AAAS Fellows are elected each year by their peers serving on the Council of AAAS, the organization’s member-run governing body. The title recognizes important contributions to STEM disciplines, including pioneering research, leadership within a given field, teaching and mentoring, fostering collaborations, and advancing public understanding of science.
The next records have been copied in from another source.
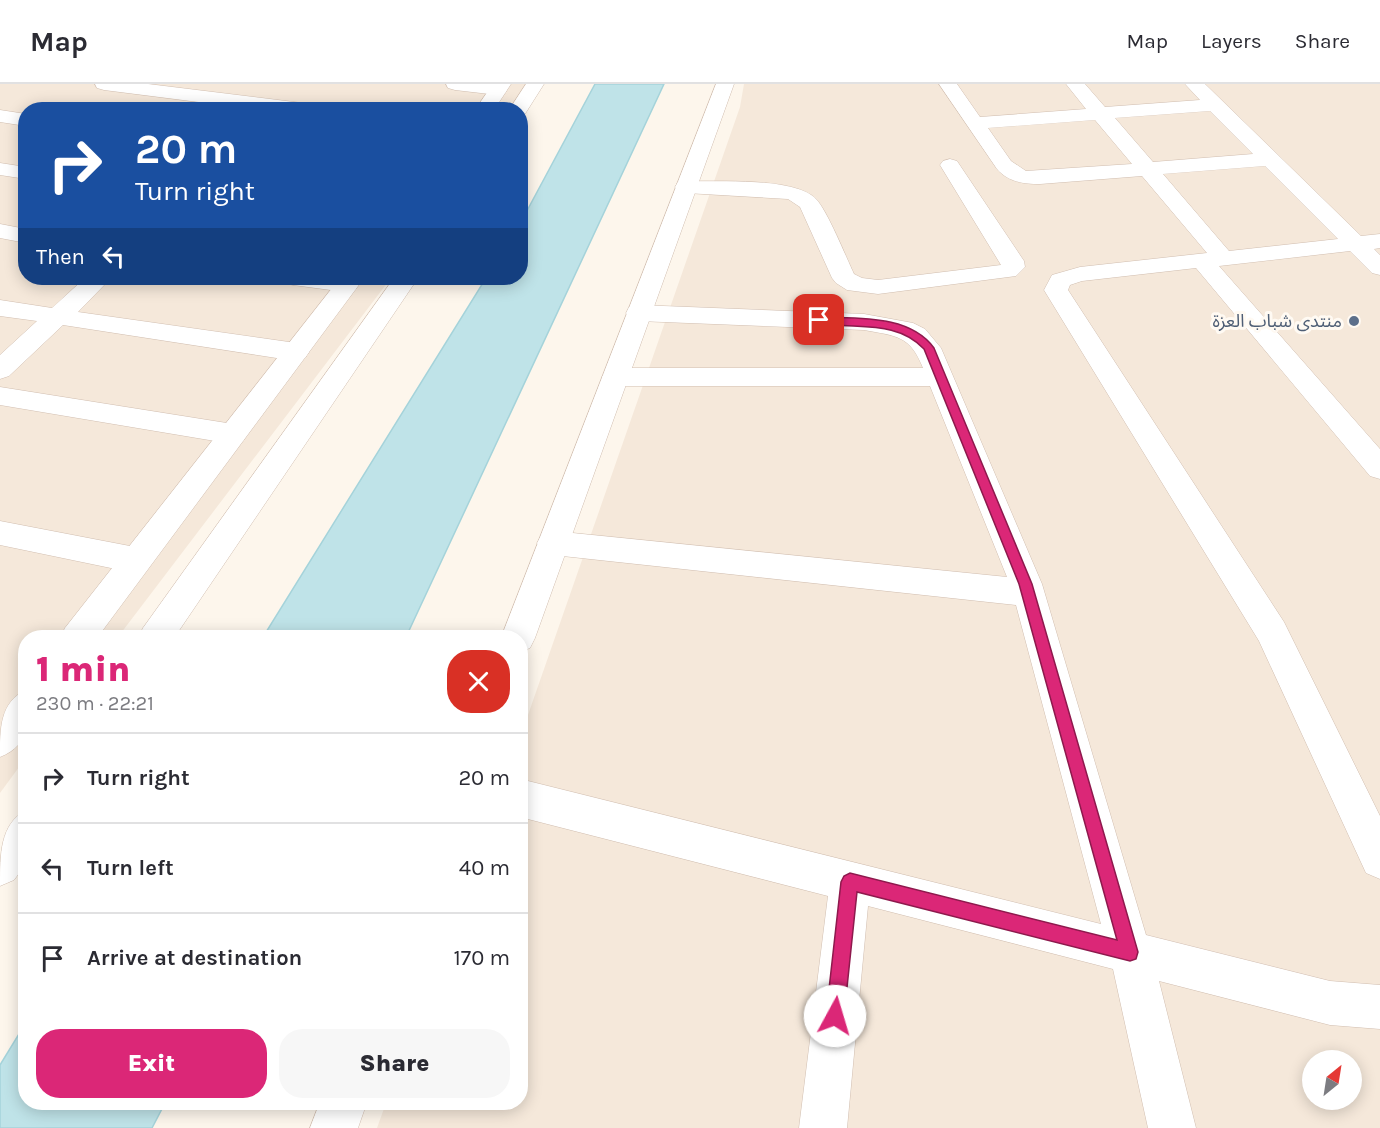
<!DOCTYPE html>
<html lang="en">
<head>
<meta charset="utf-8">
<style>
  body { margin:0; font-family:Karla,"Noto Sans Arabic",sans-serif; background:#f7f7f7; color:#2b2b33; height:100vh; display:flex; flex-direction:column; font-size:22px; white-space:nowrap }
  * { box-sizing:border-box; margin:0 }
  p { font-size:20px; color:#7c7c81 }
  .icon { flex:none; width:33px; height:33px; fill:none; stroke:currentColor; stroke-width:2; stroke-linecap:round; stroke-linejoin:round }
  .map { position:relative; flex:1; overflow:hidden }
  .drawer { position:absolute; left:18px; top:546px; width:510px; height:480px; display:flex; flex-direction:column; background:#fff; border-radius:24px; box-shadow:0 3px 15px #0003 }
  .drawer>* { flex:none }
  .hud { position:absolute; left:18px; top:18px; width:510px; height:183px; border-radius:24px; box-shadow:0 3px 15px #0003; background:#1a4fa0; color:#fff; overflow:hidden }
  .needle { width:39px; rotate:30deg }
  .buttons { position:absolute; left:1302px; top:966px; display:grid; gap:12px }
  .buttons a { display:grid; place-items:center; width:60px; height:60px; border-radius:50%; background:#fff; box-shadow:0 3px 15px #0003; font-size:30px }
  .pin { position:absolute; display:grid; place-items:center; width:51px; height:51px; color:#fff; margin:-26px; border-radius:12px; box-shadow:0 3px 9px #0006 }
  .me { position:absolute; width:66px; margin:-33px; rotate:6deg; stroke-linejoin:round; filter:drop-shadow(0 0 4px #0008) }
  .turn { display:flex; align-items:center; gap:21px; height:126px; padding:0 18px; font-size:27px }
  .turn .icon { width:78px; height:78px; stroke-width:2.5 }
  .turn b { display:block; font-size:42px; line-height:51px }
  .then { display:flex; align-items:center; height:57px; padding:0 18px; background:#0003; gap:12px; font-size:22px }
  .round { display:grid; place-items:center; flex:none; width:63px; height:63px; border-radius:24px; background:#f7f7f7 }
  .head { display:flex; align-items:center; justify-content:space-between; height:102px; padding:0 18px }
  h1 { font-size:36px; font-weight:800; line-height:45px; color:#db2777 }
  .button { display:flex; gap:12px; margin-top:auto; padding:12px 18px }
  .button a { flex:1; height:69px; border-radius:24px; background:#db2777; color:#fff; font-size:24px; font-weight:800; line-height:69px; text-align:center }
  .button a+a { background:#f7f7f7; color:#2b2b33 }
  ul { padding:0; list-style:none }
  li { display:flex; align-items:center; gap:18px; height:90px; padding:0 18px; border-top:2px solid #e1e1e2 }
  li div { flex:1 }
  li b { display:block; font-size:22px }
  li em { font-style:normal }
  header { display:flex; align-items:center; gap:36px; box-sizing:border-box; height:84px; padding:0 30px; background:#fff; border-bottom:2px solid #e1e1e2 }
  header strong { font-size:28px }
  nav { display:flex; gap:33px; margin-inline-start:auto; font-size:21px }
  .map>svg:first-child { display:block }
  .residential { fill:#f5e8da; fill-rule:evenodd }
  .water { fill:#bfe3e8; stroke:#a5d3da; stroke-width:1.5 }
  .lines { fill:none; stroke-linecap:round; stroke-linejoin:round }
  .minor-casing { stroke:#d1beb0; stroke-width:1 }
  .tertiary-casing { stroke:#d1beb0; stroke-width:1 }
  .minor { fill:#fff; fill-rule:evenodd }
  .tertiary { fill:#fff; fill-rule:evenodd }
  .route { fill:#db2777; stroke:#8e194d; stroke-width:1.5 }
  .service-dot { fill:#5c6f8a; stroke:#fffaf3; stroke-width:2 }
  .labels { text-anchor:middle; stroke-width:6; stroke-linejoin:round; paint-order:stroke }
  .far-service-label { font-size:18px; fill:#4e5e75; stroke:#fffaf3; text-anchor:end }
</style>
</head>
<body>
<header>
<strong>Map</strong>
<nav><a>Map</a><a>Layers</a><a>Share</a></nav>
</header>
<div class="map">
<svg width="1380" height="1044" viewBox="0 0 1380 1044">
  <rect width="100%" height="100%" fill="#fdf6ec"/>
  <g class="residential">
    <path d="M0,0H532L515,25L26,26V194H391L118,553L26,554L25,675L0,709Z"/>
    <path d="M744,0H1380V1044H377L386,1019L520,1018L521,651L740,23ZM1312,976H1352V1016H1312Z"/>
  </g>
  <g class="water">
    <path d="M595,0H664L406,553H263L486,194H520L521,138Z"/>
    <path d="M25,940L26,1018L165,1019L152,1044H0V981Z"/>
  </g>
  <g class="lines">
    <defs>
      <g id="minor">
        <path d="M95,0H148L310,20L317,22L319,26H261L104,6L97,4Z"/>
        <path d="M446,0H500L507,5L505,9L498,11L455,6L448,4Z"/>
        <path d="M939,0H957L980,33L1086,25L1066,0H1085L1105,23L1200,16L1185,0H1205L1361,152L1380,150V164L1374,165L1380,171V191L1372,189L1350,167L1219,182L1380,365V395L1370,392L1196,184L1082,197L1070,201L1068,206L1284,538L1380,732V795L1366,789L1259,557L1044,206L1052,191L1080,183L1207,169L1142,92L1040,100C1024,100 1008,98 997,85ZM1210,27L1253,70L1153,78L1115,34ZM1095,36L1132,80L1026,87L1011,77L988,44ZM1265,82L1338,155L1229,167L1163,90Z"/>
        <path d="M0,26L26,30V42L0,38Z"/>
        <path d="M950,75L957,77L1024,177L1025,183L1016,192L878,210L847,206L836,199L832,194L800,123L788,115L686,109L678,108L675,103L678,98L686,97C718,98 795,93 816,115C827,126 846,173 854,190L862,194L878,196L1001,181L940,81L943,77Z"/>
        <path d="M0,79L26,83V95L0,91Z"/>
        <path d="M0,140L26,145V159L0,154Z"/>
        <path d="M85,194H111L78,228L296,259L305,262L309,268L305,274L296,277L63,241L9,292L0,295V271L37,237L0,232V216L52,224Z"/>
        <path d="M281,194H345L355,196L358,201L355,206L346,208L293,201L285,199Z"/>
        <path d="M638,221L864,230L913,239L925,245L941,264L1042,500L1146,851L1330,897L1380,901V945L1330,941L1159,897L1196,1044H1148L1113,885L868,822L847,1044H799L828,812L520,733V695L1101,840L1016,521L553,471L542,468L537,459L542,450L553,447L1007,493L930,302H615L606,299L602,293L606,287L615,284H923C910,251 896,252 864,246L638,237L629,235L626,229L629,223Z"/>
        <path d="M0,303L233,340L243,343L247,350L243,357L233,360L0,321Z"/>
        <path d="M0,437L135,463L146,467L151,476L146,485L135,489L0,461Z"/>
      </g>
      <g id="tertiary">
        <path d="M493,0H511L494,26H475Z"/>
        <path d="M526,0H544L525,30L520,31V26H509Z"/>
        <path d="M716,0H734L535,554L530,564L520,568V554H501Z"/>
        <path d="M340,194H364L97,554H60L65,544Z"/>
        <path d="M394,194H418L174,554H138L143,544Z"/>
        <path d="M26,606C26,635 33,660 0,673C0,644 0,618 26,606Z"/>
        <path d="M26,726V780L14,796L0,802C0,770 0,740 26,726Z"/>
        <path d="M320,1018H367L358,1044H310Z"/>
      </g>
    </defs>
    <use href="#minor" class="minor-casing"/>
    <use href="#tertiary" class="tertiary-casing"/>
    <use href="#minor" class="minor"/>
    <use href="#tertiary" class="tertiary"/>
  </g>
  <path class="route" d="M819,233C857,235 909,230 934,264L1032,500L1138,868L1136,875L1130,877L857,808L844,932L841,939L835,941L828,939L826,932L841,798L844,792L850,789L1117,856L1019,500L924,265C895,234 853,247 815,238L814,236Z"/>
  <circle class="service-dot" cx="1354" cy="237" r="6"/>
  <g class="labels">
    <g class="far-service-label">
      <text x="1342" y="243">منتدى شباب العزة</text>
    </g>
  </g>
</svg>
<div class="buttons">
<a><svg class="needle" viewBox="-14 -14 28 28"><path d="M0-13l5 13h-10z" fill="#e53935"/><path d="M0 13l5-13h-10z" fill="#7c7c81"/></svg></a>
</div>
<div class="pin" style="left:819px;top:236px;background:#d93025"><svg class="icon" aria-label="arrive" viewBox="0 0 24 24"><path d="M6 21V4h12l-3 4 3 4H6"/></svg></div>
<svg class="me" style="left:835px;top:932px" viewBox="-20 -20 40 40"><circle r="19" fill="#fff"/><path d="M0-13L10 11 0 6-10 11z" fill="#db2777"/></svg>
<div class="hud">
<div class="turn"><svg class="icon" aria-label="right" viewBox="0 0 24 24"><path d="M7 20v-9h11M14 6l5 5-5 5"/></svg><div><b>20 m</b>Turn right</div></div>
<div class="then">Then<svg class="icon" aria-label="left" viewBox="0 0 24 24"><path d="M17 20v-9H6M10 6l-5 5 5 5"/></svg></div>
</div>
<section class="drawer">
<div class="head"><div><h1>1 min</h1><p>230 m · 22:21</p></div><a class="round" style="background:#d93025;color:#fff"><svg class="icon" aria-label="close" viewBox="0 0 24 24"><path d="M6 6l12 12M18 6L6 18"/></svg></a></div>
<ul>
<li><svg class="icon" aria-label="right" viewBox="0 0 24 24"><path d="M7 20v-9h11M14 6l5 5-5 5"/></svg><div><b>Turn right</b></div><em>20 m</em></li>
<li><svg class="icon" aria-label="left" viewBox="0 0 24 24"><path d="M17 20v-9H6M10 6l-5 5 5 5"/></svg><div><b>Turn left</b></div><em>40 m</em></li>
<li><svg class="icon" aria-label="arrive" viewBox="0 0 24 24"><path d="M6 21V4h12l-3 4 3 4H6"/></svg><div><b>Arrive at destination</b></div><em>170 m</em></li>
</ul>
<div class="button"><a>Exit</a><a>Share</a></div>
</section>
</div>
</body>
</html>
Professor Nazli Choucri, MIT, Board Member of the Michael Dukakis Institute and the AIWS City, Co-author of the Social Contract for the AI Age, was elected as AAAS Fellow in social, economic, and political sciences for innovative contributions and continuing impact at the interface of international relations and cybersecurity and for work on global sustainability problems and solution strategies.
The tradition of electing AAAS Fellows began in 1874. Since then, the recognition has gone to thousands of distinguished scientists, such as inventor Thomas Edison, elected in 1878, sociologist W. E. B. Du Bois (1905), anthropologist Margaret Mead (1934), computer scientist Grace Hopper (1963), physicist Steven Chu (2000), and astronaut Ellen Ochoa (2012). The 2020 group contains members of each of AAAS’s 24 sections.
AAAS Fellowship often precedes other accolades in long and impactful careers. Two of the 2020 Nobel laureates announced last month, Jennifer Doudna and Charles Rice, are AAAS Fellows. Doudna and a research collaborator received the Nobel Prize in Chemistry for the development of the CRISPR/Cas9 genome editor, while Rice and two colleagues received the Nobel Prize in Physiology or Medicine for contributions to the discovery of the virus that causes Hepatitis C.
AAAS leadership has long encouraged its sections and Council to consider diversity when nominating and selecting Fellows, and the association has taken recent steps toward solidifying its commitment to diversity, equity, and inclusion (DEI).